# [Activity]
Scan the listing beneath this sentence. Report each line with the word "serif".

# [Supplied data]

=== Begin Enclosure ===

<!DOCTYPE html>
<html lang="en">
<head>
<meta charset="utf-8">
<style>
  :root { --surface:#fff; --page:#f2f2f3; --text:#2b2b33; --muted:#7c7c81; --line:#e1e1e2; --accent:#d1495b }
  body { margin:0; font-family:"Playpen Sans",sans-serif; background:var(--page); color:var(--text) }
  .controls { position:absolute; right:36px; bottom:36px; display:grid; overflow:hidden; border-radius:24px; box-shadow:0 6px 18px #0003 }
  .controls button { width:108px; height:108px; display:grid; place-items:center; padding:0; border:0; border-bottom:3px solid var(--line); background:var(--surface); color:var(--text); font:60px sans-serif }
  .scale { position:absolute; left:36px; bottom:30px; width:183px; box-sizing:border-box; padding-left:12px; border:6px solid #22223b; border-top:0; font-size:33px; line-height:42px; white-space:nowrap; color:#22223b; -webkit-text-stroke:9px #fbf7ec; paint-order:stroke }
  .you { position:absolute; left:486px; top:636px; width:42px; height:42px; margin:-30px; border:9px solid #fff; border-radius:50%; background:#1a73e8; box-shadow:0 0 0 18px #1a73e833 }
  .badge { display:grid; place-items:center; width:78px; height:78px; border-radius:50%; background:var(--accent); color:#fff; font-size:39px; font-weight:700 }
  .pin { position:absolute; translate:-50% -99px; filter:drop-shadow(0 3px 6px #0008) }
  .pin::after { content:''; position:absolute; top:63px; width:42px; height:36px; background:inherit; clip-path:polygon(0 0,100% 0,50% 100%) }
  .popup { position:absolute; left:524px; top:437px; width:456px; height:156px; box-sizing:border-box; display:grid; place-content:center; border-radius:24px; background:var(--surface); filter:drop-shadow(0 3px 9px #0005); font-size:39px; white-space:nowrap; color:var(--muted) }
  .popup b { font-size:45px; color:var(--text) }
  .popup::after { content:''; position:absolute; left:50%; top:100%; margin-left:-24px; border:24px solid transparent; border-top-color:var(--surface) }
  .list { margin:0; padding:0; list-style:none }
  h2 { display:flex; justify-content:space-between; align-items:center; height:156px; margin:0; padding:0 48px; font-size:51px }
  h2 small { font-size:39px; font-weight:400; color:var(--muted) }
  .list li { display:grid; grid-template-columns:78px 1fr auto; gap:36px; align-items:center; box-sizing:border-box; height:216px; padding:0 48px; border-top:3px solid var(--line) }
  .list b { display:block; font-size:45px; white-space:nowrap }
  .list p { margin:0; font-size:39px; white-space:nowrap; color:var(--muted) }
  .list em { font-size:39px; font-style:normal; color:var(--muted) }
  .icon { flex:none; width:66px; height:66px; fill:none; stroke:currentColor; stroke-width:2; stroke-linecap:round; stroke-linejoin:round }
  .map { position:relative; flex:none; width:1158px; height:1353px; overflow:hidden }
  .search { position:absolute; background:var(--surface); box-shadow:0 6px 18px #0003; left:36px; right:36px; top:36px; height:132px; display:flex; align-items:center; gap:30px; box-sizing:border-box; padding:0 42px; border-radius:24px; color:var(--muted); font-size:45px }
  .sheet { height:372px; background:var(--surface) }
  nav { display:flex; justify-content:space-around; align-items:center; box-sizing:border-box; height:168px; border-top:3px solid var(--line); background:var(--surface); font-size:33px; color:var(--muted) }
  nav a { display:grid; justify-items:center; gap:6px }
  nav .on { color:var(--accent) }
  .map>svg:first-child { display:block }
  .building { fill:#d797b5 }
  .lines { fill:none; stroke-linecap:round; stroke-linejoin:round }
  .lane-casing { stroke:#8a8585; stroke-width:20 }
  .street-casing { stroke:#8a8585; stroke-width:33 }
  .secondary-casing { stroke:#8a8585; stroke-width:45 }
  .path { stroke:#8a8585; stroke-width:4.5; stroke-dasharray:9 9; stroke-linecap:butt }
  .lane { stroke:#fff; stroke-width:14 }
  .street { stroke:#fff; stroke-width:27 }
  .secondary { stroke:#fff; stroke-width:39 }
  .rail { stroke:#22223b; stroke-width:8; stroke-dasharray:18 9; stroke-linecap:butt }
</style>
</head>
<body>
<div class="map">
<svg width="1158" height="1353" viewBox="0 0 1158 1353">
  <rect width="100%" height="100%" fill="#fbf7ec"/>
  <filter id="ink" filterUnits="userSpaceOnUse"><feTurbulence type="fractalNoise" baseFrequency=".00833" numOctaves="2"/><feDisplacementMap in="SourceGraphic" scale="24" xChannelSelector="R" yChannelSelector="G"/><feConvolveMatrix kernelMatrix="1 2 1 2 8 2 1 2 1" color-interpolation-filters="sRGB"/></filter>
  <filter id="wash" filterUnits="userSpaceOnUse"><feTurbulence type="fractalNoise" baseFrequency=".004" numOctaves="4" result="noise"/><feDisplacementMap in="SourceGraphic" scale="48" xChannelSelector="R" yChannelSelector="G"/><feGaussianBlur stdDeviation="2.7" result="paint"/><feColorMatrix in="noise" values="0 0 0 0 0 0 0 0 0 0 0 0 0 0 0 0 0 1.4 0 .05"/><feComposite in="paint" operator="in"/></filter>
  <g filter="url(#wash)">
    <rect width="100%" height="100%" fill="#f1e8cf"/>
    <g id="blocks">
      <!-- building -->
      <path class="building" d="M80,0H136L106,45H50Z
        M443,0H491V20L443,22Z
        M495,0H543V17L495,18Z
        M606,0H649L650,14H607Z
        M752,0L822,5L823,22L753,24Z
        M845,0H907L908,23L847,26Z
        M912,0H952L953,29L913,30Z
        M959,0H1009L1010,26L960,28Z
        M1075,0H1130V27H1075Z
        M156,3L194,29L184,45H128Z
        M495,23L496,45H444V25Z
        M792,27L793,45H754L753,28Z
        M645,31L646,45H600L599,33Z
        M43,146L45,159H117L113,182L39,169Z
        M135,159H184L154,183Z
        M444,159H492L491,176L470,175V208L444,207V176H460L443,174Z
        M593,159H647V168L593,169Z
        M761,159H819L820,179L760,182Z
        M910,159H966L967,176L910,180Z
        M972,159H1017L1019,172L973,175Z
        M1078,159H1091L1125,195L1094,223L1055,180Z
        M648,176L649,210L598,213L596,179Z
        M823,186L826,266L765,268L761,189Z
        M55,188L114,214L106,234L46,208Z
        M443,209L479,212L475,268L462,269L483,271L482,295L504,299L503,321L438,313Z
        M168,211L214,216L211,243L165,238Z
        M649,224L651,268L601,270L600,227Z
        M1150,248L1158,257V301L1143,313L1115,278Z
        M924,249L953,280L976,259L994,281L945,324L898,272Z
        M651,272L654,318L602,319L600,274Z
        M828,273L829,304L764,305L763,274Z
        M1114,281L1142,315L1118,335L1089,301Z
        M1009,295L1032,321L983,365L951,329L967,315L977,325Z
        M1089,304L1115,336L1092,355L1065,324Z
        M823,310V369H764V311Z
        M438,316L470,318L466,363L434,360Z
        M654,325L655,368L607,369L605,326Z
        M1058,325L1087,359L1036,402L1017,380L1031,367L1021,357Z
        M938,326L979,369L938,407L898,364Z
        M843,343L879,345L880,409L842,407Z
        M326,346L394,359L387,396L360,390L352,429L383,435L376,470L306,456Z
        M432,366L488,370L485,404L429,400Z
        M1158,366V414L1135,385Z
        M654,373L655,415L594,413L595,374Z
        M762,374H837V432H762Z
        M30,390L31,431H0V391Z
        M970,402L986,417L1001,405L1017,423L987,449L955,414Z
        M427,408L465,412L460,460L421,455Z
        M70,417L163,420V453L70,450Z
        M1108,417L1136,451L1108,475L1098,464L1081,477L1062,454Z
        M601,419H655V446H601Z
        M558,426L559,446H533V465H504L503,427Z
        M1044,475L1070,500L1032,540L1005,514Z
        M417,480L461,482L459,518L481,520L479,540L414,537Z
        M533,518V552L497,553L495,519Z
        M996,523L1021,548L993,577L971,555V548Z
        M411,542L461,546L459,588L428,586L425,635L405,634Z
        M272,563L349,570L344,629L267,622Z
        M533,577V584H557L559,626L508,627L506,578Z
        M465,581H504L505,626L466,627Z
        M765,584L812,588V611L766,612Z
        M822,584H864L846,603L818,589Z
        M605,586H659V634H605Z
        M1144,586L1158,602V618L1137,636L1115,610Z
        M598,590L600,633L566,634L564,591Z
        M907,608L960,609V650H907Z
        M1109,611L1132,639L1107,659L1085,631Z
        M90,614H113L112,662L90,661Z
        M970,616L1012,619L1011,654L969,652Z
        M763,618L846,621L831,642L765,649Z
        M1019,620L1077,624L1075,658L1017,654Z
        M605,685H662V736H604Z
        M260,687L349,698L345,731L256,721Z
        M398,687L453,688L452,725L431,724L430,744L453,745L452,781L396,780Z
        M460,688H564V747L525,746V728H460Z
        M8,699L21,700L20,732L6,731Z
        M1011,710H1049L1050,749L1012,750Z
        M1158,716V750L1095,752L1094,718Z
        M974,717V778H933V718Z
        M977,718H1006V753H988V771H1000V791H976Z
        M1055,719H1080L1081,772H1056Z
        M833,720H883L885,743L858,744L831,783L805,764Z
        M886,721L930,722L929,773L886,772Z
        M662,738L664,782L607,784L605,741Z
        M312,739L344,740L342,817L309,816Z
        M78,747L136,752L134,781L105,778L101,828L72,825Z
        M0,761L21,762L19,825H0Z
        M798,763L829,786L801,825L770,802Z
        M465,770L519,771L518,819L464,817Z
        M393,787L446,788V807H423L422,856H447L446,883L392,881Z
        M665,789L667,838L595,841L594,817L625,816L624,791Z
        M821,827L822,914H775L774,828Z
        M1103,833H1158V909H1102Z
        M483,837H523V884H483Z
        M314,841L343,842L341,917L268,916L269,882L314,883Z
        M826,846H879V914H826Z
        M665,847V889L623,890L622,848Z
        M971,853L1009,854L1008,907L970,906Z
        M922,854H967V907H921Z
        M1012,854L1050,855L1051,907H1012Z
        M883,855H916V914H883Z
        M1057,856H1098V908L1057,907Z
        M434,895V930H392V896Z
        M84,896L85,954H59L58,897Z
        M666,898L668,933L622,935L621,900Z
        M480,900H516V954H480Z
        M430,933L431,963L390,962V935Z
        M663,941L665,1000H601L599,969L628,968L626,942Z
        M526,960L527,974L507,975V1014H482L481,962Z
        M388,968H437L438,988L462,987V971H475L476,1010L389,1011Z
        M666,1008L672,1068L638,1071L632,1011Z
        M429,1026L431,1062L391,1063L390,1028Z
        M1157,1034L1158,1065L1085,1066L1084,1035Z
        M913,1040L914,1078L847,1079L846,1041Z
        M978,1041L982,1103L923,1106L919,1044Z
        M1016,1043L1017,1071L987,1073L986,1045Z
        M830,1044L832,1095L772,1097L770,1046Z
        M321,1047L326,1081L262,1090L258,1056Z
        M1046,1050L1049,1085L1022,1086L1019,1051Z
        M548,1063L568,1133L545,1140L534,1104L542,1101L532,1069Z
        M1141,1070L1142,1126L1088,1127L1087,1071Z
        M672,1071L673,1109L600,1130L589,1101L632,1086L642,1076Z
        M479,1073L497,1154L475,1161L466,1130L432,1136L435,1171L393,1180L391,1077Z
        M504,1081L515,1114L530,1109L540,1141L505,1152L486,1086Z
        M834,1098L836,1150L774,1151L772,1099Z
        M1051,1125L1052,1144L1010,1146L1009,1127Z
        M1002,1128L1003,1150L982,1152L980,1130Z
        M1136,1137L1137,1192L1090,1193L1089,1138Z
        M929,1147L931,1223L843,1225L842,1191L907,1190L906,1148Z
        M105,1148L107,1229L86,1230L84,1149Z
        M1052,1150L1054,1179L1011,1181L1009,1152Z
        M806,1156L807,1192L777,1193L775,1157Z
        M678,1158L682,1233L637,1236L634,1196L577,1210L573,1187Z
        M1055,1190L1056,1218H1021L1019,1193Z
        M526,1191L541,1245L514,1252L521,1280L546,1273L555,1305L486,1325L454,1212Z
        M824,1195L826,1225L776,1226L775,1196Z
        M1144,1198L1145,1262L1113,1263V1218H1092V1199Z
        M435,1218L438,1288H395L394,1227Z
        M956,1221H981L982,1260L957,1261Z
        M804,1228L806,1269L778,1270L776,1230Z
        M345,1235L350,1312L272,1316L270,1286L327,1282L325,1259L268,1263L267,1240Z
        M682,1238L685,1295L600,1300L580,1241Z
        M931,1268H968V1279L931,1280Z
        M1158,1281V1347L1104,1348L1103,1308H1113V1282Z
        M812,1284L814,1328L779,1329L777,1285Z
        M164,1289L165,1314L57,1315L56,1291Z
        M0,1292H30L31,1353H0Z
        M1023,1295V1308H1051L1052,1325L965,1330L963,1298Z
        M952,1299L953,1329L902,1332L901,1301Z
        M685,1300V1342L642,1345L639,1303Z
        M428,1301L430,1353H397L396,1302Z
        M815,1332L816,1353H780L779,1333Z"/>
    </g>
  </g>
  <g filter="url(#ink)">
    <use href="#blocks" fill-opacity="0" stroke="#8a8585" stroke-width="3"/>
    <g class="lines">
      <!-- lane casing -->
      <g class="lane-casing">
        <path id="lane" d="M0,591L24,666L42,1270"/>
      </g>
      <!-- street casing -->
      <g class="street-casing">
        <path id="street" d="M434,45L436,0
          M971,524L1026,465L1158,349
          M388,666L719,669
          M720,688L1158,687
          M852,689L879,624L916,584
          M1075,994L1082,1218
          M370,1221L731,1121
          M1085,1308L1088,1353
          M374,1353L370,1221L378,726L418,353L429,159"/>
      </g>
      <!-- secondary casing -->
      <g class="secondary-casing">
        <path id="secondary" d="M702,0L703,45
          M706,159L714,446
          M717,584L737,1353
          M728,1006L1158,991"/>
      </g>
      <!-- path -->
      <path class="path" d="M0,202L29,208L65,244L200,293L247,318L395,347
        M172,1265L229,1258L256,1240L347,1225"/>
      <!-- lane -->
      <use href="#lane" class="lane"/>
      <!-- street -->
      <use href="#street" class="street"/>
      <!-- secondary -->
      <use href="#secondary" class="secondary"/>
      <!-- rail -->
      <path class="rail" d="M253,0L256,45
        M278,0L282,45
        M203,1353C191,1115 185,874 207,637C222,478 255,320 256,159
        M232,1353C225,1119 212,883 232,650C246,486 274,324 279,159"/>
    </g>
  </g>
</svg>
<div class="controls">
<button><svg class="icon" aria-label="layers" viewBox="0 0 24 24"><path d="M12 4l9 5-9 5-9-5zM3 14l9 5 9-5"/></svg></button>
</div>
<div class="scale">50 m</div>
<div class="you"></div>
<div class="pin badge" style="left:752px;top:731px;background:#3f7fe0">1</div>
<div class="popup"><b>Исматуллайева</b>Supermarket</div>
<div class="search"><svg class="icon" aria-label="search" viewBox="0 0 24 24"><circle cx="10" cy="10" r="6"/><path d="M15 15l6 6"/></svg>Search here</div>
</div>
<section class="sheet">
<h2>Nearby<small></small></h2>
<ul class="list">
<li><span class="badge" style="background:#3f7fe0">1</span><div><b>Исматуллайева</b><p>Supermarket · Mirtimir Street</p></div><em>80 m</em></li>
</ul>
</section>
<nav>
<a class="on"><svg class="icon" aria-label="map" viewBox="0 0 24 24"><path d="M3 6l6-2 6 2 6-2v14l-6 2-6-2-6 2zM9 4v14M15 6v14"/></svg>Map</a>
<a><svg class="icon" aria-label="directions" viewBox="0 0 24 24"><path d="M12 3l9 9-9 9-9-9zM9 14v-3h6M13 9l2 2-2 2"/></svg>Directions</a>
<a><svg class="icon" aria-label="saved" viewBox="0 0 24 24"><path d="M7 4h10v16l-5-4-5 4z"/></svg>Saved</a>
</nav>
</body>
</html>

=== End Enclosure ===

# [Expected answer]
  body { margin:0; font-family:"Playpen Sans",sans-serif; background:var(--page); color:var(--text) }
  .controls button { width:108px; height:108px; display:grid; place-items:center; padding:0; border:0; border-bottom:3px solid var(--line); background:var(--surface); color:var(--text); font:60px sans-serif }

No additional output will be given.